The first and second rows present boxplots of the predicted biomass levels and the correlation coefficients between predicted and measured fluxes, respectively. These predictions are obtained using IGM with different gene expression transformation functions: maximum gene expression as a reference, min-max scaling, and average gene expression as a reference. Each method is evaluated across various objective coefficient values for biomass flux: 1, B/1000, B/100, B/10, B, and 2B. The third row displays line plots of the average correlation coefficient in Data-A, Data-B, and Data-C, respectively, illustrating how changes in the biomass objective coefficient affect predictive performance. Each subplot corresponds to a different dataset, showing the trends across the three gene expression transformation methods. There are three lines which are blue, orange, and grey color which represent using maximum gene expression as reference, max-min scaling, and average of gene expression as reference, respectively.
Fig 5.
Relative gene expression values and gene expression variable values of Data-A.

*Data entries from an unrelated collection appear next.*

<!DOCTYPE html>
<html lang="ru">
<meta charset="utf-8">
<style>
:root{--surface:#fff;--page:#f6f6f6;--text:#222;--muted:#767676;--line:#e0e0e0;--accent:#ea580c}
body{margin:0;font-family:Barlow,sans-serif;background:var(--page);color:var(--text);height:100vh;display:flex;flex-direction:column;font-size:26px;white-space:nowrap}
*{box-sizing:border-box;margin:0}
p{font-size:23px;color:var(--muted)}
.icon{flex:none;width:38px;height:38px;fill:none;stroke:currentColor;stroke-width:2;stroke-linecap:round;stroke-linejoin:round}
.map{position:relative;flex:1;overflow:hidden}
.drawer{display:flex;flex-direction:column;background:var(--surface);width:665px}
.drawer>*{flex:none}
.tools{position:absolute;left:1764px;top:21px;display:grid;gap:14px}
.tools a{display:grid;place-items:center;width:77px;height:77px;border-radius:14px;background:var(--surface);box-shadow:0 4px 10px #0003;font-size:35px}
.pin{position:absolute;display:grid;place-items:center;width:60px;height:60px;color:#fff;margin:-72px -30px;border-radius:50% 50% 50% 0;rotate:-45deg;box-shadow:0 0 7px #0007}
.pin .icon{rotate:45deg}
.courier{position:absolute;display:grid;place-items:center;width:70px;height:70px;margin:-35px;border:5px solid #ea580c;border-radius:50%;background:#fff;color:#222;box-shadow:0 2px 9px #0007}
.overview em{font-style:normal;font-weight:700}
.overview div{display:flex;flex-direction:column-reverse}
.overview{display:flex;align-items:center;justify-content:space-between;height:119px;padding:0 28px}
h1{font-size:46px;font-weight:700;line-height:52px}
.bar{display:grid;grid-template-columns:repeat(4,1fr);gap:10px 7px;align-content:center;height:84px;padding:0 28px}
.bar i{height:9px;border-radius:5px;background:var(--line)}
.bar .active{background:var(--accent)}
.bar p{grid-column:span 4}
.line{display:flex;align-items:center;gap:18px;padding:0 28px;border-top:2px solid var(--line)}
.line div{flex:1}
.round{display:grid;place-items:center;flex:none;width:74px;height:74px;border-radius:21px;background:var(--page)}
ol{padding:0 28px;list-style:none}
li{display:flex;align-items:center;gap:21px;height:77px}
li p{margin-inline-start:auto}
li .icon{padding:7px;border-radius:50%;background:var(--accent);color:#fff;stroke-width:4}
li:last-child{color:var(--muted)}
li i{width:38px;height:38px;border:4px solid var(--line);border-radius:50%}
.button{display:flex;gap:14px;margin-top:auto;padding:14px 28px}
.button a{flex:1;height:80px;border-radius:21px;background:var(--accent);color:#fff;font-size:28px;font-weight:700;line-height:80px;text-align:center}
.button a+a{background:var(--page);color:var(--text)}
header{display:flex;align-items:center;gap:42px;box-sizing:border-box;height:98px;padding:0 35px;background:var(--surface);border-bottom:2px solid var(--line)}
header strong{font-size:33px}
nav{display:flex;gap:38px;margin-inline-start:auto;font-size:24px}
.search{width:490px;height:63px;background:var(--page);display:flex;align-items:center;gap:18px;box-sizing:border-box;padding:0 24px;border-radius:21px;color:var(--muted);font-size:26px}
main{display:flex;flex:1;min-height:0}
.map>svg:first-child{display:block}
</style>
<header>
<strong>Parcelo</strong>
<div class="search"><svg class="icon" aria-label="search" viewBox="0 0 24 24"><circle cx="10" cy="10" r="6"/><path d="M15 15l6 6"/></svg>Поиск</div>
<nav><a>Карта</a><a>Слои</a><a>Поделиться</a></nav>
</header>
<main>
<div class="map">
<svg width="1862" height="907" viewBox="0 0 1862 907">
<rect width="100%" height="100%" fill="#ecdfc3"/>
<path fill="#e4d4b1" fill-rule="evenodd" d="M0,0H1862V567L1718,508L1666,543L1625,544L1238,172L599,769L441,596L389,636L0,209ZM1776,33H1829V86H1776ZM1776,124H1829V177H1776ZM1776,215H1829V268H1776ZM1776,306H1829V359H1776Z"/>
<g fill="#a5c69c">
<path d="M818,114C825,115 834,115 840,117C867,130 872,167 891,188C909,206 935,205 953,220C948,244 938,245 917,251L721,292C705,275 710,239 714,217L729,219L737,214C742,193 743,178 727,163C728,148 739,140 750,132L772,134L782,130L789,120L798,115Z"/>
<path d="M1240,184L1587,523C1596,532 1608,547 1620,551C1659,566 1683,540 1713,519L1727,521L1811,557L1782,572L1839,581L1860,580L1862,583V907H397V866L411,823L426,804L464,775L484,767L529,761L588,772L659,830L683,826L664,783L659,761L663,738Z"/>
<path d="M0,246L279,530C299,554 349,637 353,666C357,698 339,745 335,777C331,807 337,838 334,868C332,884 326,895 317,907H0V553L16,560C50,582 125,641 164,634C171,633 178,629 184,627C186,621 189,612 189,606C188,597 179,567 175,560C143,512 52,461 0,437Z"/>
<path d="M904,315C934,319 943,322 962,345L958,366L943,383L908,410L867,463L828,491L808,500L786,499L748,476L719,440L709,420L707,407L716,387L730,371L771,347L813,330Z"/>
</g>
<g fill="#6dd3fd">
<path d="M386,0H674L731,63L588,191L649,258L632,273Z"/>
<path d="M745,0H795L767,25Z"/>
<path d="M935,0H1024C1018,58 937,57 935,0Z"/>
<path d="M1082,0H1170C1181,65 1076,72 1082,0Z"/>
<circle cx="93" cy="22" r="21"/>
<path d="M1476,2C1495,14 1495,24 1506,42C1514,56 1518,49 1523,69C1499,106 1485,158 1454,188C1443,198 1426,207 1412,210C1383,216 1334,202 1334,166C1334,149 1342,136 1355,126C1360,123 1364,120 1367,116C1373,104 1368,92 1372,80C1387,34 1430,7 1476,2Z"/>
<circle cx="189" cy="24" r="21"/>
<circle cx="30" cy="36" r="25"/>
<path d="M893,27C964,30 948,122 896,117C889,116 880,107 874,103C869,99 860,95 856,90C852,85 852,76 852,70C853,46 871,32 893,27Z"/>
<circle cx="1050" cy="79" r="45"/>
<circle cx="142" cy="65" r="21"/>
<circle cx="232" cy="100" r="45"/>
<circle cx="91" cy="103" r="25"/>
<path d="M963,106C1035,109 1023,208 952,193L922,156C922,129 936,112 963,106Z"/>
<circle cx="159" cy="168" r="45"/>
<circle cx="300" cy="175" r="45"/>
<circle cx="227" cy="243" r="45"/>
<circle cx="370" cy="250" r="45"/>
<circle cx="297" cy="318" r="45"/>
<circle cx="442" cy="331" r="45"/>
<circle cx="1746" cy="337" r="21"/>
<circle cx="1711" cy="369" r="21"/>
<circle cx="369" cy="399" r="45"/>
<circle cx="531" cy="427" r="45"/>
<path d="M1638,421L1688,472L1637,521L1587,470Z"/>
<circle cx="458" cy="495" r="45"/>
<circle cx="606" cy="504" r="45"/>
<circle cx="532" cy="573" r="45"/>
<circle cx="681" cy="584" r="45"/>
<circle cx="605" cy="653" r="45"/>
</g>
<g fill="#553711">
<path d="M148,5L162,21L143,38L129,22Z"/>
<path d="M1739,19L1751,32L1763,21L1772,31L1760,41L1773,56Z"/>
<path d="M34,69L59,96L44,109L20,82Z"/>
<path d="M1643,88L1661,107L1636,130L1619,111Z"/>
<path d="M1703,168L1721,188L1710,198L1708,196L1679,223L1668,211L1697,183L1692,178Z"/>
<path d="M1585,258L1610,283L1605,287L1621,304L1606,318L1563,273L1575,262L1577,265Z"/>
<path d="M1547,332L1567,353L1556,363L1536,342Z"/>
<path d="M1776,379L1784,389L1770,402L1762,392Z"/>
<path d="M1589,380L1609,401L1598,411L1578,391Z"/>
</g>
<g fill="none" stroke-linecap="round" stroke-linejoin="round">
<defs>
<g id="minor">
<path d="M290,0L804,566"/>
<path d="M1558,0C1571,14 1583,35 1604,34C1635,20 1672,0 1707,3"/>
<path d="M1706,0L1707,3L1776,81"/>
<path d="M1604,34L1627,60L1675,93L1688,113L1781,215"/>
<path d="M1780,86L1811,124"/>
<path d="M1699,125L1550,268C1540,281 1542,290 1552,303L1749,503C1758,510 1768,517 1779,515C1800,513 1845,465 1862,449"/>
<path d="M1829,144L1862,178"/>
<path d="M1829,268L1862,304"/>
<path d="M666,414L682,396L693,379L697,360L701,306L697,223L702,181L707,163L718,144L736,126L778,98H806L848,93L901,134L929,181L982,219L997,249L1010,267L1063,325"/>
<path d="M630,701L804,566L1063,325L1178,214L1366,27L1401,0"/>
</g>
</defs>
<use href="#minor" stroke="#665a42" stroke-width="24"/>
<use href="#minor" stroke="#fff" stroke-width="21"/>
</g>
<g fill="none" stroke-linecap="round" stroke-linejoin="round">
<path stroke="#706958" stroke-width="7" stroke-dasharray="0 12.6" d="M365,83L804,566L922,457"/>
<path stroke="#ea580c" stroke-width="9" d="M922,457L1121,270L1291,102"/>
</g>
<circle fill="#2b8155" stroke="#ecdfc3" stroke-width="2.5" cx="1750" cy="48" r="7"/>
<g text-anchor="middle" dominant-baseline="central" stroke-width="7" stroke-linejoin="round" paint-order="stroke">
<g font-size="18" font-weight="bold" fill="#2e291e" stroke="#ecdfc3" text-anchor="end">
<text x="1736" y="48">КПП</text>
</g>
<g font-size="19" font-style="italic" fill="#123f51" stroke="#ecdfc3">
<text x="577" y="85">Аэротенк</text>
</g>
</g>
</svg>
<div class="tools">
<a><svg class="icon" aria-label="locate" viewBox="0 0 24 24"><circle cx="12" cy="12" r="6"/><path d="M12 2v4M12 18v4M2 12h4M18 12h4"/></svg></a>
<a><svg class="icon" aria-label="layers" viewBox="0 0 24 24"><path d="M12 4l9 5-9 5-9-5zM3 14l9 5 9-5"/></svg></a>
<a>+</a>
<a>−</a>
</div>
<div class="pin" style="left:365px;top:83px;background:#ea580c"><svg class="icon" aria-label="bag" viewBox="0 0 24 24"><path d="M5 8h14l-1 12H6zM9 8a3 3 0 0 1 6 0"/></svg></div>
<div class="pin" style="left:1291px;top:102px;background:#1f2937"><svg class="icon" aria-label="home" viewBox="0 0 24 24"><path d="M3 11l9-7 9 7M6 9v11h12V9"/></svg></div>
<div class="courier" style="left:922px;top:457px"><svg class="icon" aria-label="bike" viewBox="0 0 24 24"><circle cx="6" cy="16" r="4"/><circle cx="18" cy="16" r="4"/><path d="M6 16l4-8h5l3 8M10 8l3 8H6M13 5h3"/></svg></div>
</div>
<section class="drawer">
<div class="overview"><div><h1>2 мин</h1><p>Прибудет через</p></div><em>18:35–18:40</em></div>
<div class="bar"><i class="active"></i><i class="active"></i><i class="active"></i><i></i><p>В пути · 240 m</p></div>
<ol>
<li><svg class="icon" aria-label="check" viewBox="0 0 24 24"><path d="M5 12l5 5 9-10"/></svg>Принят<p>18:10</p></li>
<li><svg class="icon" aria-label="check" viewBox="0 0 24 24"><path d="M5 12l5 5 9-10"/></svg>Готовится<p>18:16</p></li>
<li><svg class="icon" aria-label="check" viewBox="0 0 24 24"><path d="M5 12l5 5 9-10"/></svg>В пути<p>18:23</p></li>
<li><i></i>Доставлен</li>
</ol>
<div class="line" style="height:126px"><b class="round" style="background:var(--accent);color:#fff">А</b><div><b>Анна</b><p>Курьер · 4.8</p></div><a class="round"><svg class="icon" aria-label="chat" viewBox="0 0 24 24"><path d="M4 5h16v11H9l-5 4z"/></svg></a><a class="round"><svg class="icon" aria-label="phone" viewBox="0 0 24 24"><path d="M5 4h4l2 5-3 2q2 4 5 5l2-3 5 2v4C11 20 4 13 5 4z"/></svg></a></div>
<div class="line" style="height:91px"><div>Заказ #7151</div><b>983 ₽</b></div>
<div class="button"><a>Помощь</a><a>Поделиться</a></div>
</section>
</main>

(A) Heatmap showing 30 randomly selected relative gene expression profiles (left panel) and gene expression variable values in IGM programming (right panel) across eight conditions: reference (RF), WT0.2 (wild type at 0.2 per hour), WT0.5 (wild type at 0.5 per hour), WT0.7 (wild type at 0.7 per hour), and single gene deletions (pgm, pgi, gapC, zwf, and rpe). The heatmap values range from 0 to 1, with blue indicating values near 0 and yellow indicating values near 1. (B) Histogram showing the distribution of correlation coefficients between relative gene expression values and gene expression variable values. (C) Box plot of correlation coefficients between relative gene expression values and gene expression variable values.
Fig 6.
Flux solution change analysis for Data-B.

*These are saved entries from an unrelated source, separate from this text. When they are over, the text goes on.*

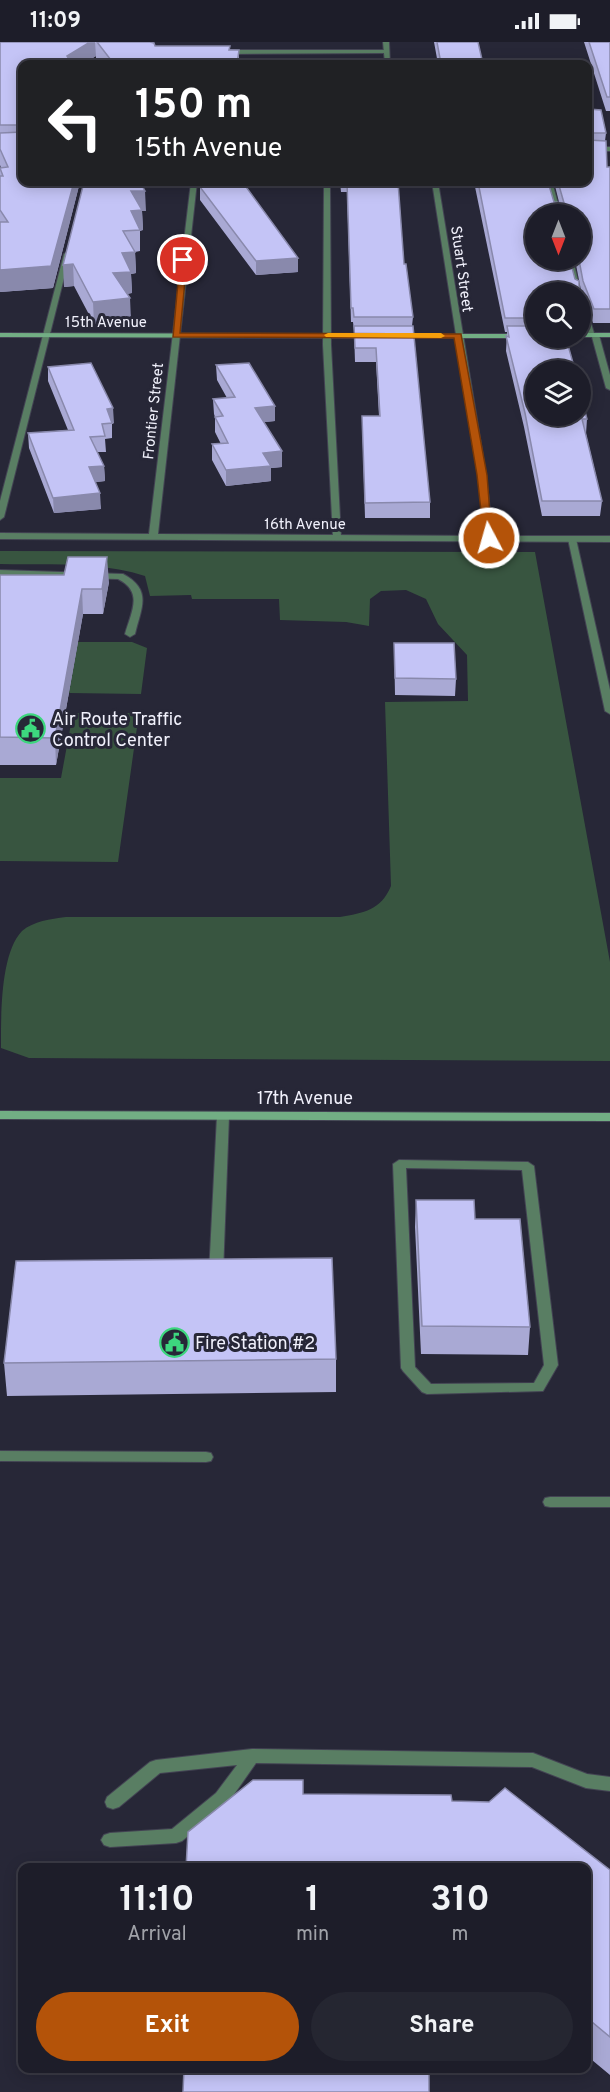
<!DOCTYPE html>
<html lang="en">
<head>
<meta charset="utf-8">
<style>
	body { margin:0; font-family:Overpass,sans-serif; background:#252631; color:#f1f3f6; height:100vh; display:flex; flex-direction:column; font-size:22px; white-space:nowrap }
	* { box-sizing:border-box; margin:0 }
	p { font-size:20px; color:#a0a2a8 }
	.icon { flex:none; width:33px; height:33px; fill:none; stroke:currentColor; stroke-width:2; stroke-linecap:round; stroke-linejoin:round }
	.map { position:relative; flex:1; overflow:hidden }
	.drawer { position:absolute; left:18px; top:1821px; width:573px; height:210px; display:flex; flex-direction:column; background:#1d1d29; border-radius:12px; box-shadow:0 3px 15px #0003,0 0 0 2px #3b3b46 }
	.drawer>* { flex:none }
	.hud { position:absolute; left:18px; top:18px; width:574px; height:126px; border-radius:12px; box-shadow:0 3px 15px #0003,0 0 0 2px #3b3b46; background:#202124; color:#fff; overflow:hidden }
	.needle { width:39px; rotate:180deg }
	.controls { position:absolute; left:525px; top:162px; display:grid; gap:12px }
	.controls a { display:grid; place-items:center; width:66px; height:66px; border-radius:50%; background:#1d1d29; box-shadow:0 3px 15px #0003,0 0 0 2px #3b3b46; font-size:30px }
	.pin { position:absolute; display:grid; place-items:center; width:51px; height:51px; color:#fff; margin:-26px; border:3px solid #fff; border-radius:50%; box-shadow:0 2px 6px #0007 }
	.me { position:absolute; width:66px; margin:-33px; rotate:354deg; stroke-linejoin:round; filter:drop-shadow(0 0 4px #0008) }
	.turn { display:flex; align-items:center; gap:21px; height:126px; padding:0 18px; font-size:27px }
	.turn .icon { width:78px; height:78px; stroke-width:2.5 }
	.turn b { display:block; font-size:42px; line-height:51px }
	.eta { display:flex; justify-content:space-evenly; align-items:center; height:102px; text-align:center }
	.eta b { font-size:36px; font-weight:700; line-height:42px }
	.primary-button { display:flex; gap:12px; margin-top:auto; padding:12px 18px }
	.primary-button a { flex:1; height:69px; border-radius:36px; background:#b45309; color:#fff; font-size:24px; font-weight:700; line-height:69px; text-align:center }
	.primary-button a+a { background:#252631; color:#f1f3f6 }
	.status { display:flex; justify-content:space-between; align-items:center; height:42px; padding:0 30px; background:#1d1d29; direction:ltr }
	.status svg { height:16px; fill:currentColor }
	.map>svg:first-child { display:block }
	.green { fill:#385540 }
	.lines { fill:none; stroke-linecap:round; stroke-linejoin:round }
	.lane-casing { stroke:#434353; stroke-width:2 }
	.street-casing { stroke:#434353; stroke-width:2 }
	.secondary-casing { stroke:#434353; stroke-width:2 }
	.lane { fill:#597e63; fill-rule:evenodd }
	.street { fill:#597e63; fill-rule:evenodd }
	.secondary { fill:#72ae84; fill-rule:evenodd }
	.wall { fill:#a9a9d4 }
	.shaded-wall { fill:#8989ac }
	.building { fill:#c4c4f6; stroke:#8989ac; stroke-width:1.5 }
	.route { fill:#b45309; stroke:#753606; stroke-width:1.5 }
	.slow { fill:#f59e0b }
	.labels { text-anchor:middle; stroke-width:6; stroke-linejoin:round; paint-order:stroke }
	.far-street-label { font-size:15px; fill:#f1f1fc; stroke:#272737 }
	.poi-label { font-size:18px; fill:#f1f1fc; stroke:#272737; text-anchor:start }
	.street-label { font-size:18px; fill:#f1f1fc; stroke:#272737 }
</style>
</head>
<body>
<div class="status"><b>11:09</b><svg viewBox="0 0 49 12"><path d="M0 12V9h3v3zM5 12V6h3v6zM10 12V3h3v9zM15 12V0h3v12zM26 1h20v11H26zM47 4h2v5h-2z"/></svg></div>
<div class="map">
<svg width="610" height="2050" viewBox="0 0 610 2050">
	<rect width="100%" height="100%" fill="#272737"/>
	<path class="green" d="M0 509 535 510 610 920V1019L29 1016 1 1006C1 974 0 912 22 889 34 879 50 877 66 875H340C364 871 381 868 391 844L385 660 468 659 467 613 438 582 426 557 406 548 381 549 370 557 369 584 346 580 280 578 279 557H192L191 553 150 554 145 534C100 519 48 523 0 522Z
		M78 600H132L147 606 141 652 69 651Z
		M73 671H139L118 820 0 819V736H61Z"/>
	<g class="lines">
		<defs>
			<path id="lane" d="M387 8 389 11 223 12 220 10 223 8Z
				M324 140H330L331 303 341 495 337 498 333 495 323 303Z
				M546 140H552L561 172H555Z
				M67 210 70 212 4 475 0 478V459L64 212Z
				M567 218H573L581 251 576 250Z
				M580 254 583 256 594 291 599 293 610 333V348L606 346 592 295 587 293 580 269Z
				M572 494 576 497 610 648V672L605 669 568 497Z
				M0 528 123 532C153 548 141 566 135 592L130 595 125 592C131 570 144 550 118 537L0 534Z
				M223 1070 229 1074 223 1232 221 1235H211L209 1232 217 1074Z
				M399 1118 528 1120 534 1124 558 1323 543 1349 427 1352 422 1350 403 1329 401 1326 393 1122ZM406 1126 522 1128 544 1323 534 1341 431 1342 415 1325Z
				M0 1409 206 1410 211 1411 213 1415 211 1419 206 1420 0 1419Z
				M550 1455H610V1465H550L545 1464 543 1460 545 1456Z
				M252 1707 533 1711 587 1732 610 1735V1749L586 1746 532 1725 256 1721 228 1761 182 1799 176 1801 110 1805 104 1803 101 1798 104 1793 110 1791 172 1787 216 1751 237 1723 160 1731 119 1765 113 1767 107 1765 105 1760 107 1755 150 1720 156 1718Z"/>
			<path id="street" d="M383 0H389L390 22H385Z
				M588 105H610V109H588Z
				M191 140H197L158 492 485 494 478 433 432 140H438L486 433 493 494H610V500L0 497V491L149 492Z"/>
			<path id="secondary" d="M0 291 368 292 372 294 368 296 0 295Z
				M580 291H610V295H580Z
				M397 292H536V296H539H397Z
				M0 1069 610 1071V1079L0 1077Z"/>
		</defs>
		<use href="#lane" class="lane-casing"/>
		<use href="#street" class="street-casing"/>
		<use href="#secondary" class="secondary-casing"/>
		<use href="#lane" class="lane"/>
		<use href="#street" class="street"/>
		<use href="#secondary" class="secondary"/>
	</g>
	<path class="wall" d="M0 0H150L155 4 239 8V22H99L96 18V14L83 22H22V140H80L53 246 0 250V126H1L0 123Z
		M434 0H478L483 22H438Z
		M584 0H610V69H606Z
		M588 67 606 91 605 99 607 125H610V281H593L582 253 575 218H580V172L536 250V296L587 377 586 392 602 459 600 474H542L524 385 506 309 507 290H505L474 140H548L554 160H559L554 140H588Z
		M84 140 146 169H142L143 188 140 189V209L135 210 136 231 131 232 132 251 127 252 131 278 94 282 74 244 64 245Z
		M340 140H398L404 222 413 275 412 284 430 460V476H365L362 374H379L376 320H355L354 289 353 280H351L347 150H341Z
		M200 145 298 216V230L256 233 200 158Z
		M580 262 582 267 580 281Z
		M216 323 275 364V379L264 380 282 409V425L271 426V439L226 444 212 418V402H221L215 390V375L214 372 213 357 227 356 217 338Z
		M48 325 114 381 112 382V396L105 397 106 410H97L104 424 105 439 95 440 101 467 54 471 29 406 28 391 68 388 48 339Z
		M0 533 109 540 103 572H83L56 723H0Z
		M394 601 456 637 455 654 395 653Z
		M416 1158 530 1285 528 1313 421 1312 415 1185Z
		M336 1317V1350L7 1354 4 1321Z
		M303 1752 452 1759 610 1828V2033L586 2013V1826Z"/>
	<path class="shaded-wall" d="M90 0H95L96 14 83 22H67V14Z
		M22 46V65L18 47Z
		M74 140H80L53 246 0 250V228Z
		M131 149H145L146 169H142L143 188 131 189Z
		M135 210 136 231 131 232 132 251 114 253 113 231 122 211Z
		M298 216V230L256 233V219Z
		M73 222 74 244 64 245 63 223Z
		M130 256 131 278 94 282 93 260Z
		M275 364V379L256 381 255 366Z
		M113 366 114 381 108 382 107 367Z
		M282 409V425L271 426V439L226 444V428L263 411Z
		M104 424 105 439 90 441 89 425Z
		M100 451 101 467 54 471 53 456Z
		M107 515 109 540 103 572 102 547Z
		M82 547 83 572 56 723 55 696Z"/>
	<path class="building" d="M0 0H90L67 14 72 22H22V46L18 47 22 55V140H74L51 224 0 228V180H8L0 168V134H3L0 126 8 125 0 107V91L22 90 21 83H0Z
		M97 0H150L154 1 155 4H230L229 8H239L237 22H114Z
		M437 0H478L483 22H441Z
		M589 0H610V55H607Z
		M588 67 601 68 606 91H589L588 93Z
		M588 98 606 99 607 125H610V267H594L583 239 579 218H580V172H536V218H570L575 237 579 239V250H536V276H505L478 140H548L554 160 564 161 558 140H588Z
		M84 140H140L145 149H131L142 168 131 169 140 188 123 189 135 210 122 211 131 230 113 231 130 256 93 260 73 222 63 223Z
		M347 140H398L404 222H406L413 275H354L353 266H351Z
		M244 142 298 216 256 219 200 145Z
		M354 284H413L430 460 365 461 362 374H380L376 306H355Z
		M507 284H536V296H566L575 328H536V374H580V351L587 377H582L602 459H542L525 371 506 294 509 295Z
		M91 321 113 366 107 367 112 381 102 382 105 394 90 395 104 424 89 425 100 451 53 456 28 391 74 388 48 325Z
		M249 321 275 364 255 366 282 409 263 411 271 424 226 428 212 402 228 401 215 375 223 374 213 357 235 355 216 323Z
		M68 515H107L102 547H82L55 696 0 695V533H64Z
		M394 601H454L456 637 395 636Z
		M416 1158H474L475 1177H520L530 1285 422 1284Z
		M332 1216 336 1317 4 1321 16 1219Z
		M253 1738H303V1752L451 1753 452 1759 489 1760 505 1746 610 1828V1995L586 1975V1826H186L188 1790Z
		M184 2026H429V2050H183Z"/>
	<path class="route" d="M183 216 187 218 180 291 461 292 487 433 492 498 484 496 477 433 454 296 173 295 180 218Z"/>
	<path class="slow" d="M328 291H441L445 294 441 296 326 295 324 293Z"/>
	<defs>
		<symbol id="civic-ring" viewBox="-11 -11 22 22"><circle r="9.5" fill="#272737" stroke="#3dd77e" stroke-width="1.5"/><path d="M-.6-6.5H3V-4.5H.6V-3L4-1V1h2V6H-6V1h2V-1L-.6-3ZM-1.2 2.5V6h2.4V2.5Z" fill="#3dd77e"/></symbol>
	</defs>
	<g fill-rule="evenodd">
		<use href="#civic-ring" x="14" y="670" width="33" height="33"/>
		<use href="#civic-ring" x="158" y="1284" width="33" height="33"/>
	</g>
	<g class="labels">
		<g class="far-street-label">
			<text transform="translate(462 227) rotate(82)" y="5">Stuart Street</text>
			<text x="106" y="285">15th Avenue</text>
			<text transform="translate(153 369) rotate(-84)" y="5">Frontier Street</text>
			<text x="305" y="487">16th Avenue</text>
		</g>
		<g class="poi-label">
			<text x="52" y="683">Air Route Traffic<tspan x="52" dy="21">Control Center</tspan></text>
			<text x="195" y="1307">Fire Station #2</text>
		</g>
		<g class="street-label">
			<text x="305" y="1062">17th Avenue</text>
		</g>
	</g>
</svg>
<div class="controls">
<a><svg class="needle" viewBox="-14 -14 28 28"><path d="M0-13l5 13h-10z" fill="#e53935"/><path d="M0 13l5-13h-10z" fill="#a0a2a8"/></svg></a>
<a><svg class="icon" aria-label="search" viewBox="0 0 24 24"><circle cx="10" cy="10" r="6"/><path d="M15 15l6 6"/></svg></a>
<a><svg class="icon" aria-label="layers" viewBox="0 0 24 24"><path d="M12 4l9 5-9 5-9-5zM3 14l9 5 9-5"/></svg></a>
</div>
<div class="pin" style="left:183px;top:218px;background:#d93025"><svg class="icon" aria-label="arrive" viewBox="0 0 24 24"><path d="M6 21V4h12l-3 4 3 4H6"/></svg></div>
<svg class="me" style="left:489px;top:496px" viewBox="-20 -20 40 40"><circle r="17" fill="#b45309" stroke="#fff" stroke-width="3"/><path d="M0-11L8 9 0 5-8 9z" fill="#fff"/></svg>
<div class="hud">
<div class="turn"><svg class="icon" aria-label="left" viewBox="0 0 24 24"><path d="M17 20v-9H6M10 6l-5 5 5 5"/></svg><div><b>150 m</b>15th Avenue</div></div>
</div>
<section class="drawer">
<div class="eta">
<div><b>11:10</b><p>Arrival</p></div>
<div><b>1</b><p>min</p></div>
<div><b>310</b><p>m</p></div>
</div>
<div class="primary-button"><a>Exit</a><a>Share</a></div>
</section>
</div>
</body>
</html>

Heatmap showing the row-normalized average flux values in each metabolic subsystem across conditions C1 to C8, representing eight carbon sources: acetate, fructose, galactose, gluconate, glucose, glycerol, pyruvate, and succinate, respectively. The heatmap values range from 0 to 1, with blue tone indicating values near 0 and red tone indicating values near 1.
Fig 7.
(A – D) Scatter plots of reaction flux changes comparing the glucose carbon source condition (C5) with four other conditions: acetate (C1, Fig 7A), fructose (C2, Fig 7B), galactose (C3, Fig 7C) and gluconate (C4, Fig 7D).
The x-axis represents the flux values (log scale) under the glucose condition, and the y-axis represents the flux values (log-scale) under the other conditions. The black dashed line indicates line y = x. The green and red nodes highlight the top 10 upregulated and downregulated relative reaction fluxes, respectively, with reaction names labeled; all other reactions are shown as blue nodes. (E – H) Horizontal bar plots of the top 10 upregulated (green) and downregulated (red) reactions, along with their relative flux scores, for the same comparisons: C5 vs. C1 (Fig 7E), C5 vs. C2 (Fig 7F), C5 vs. C3 (Fig 7G), and C5 vs. C4 (Fig 7H).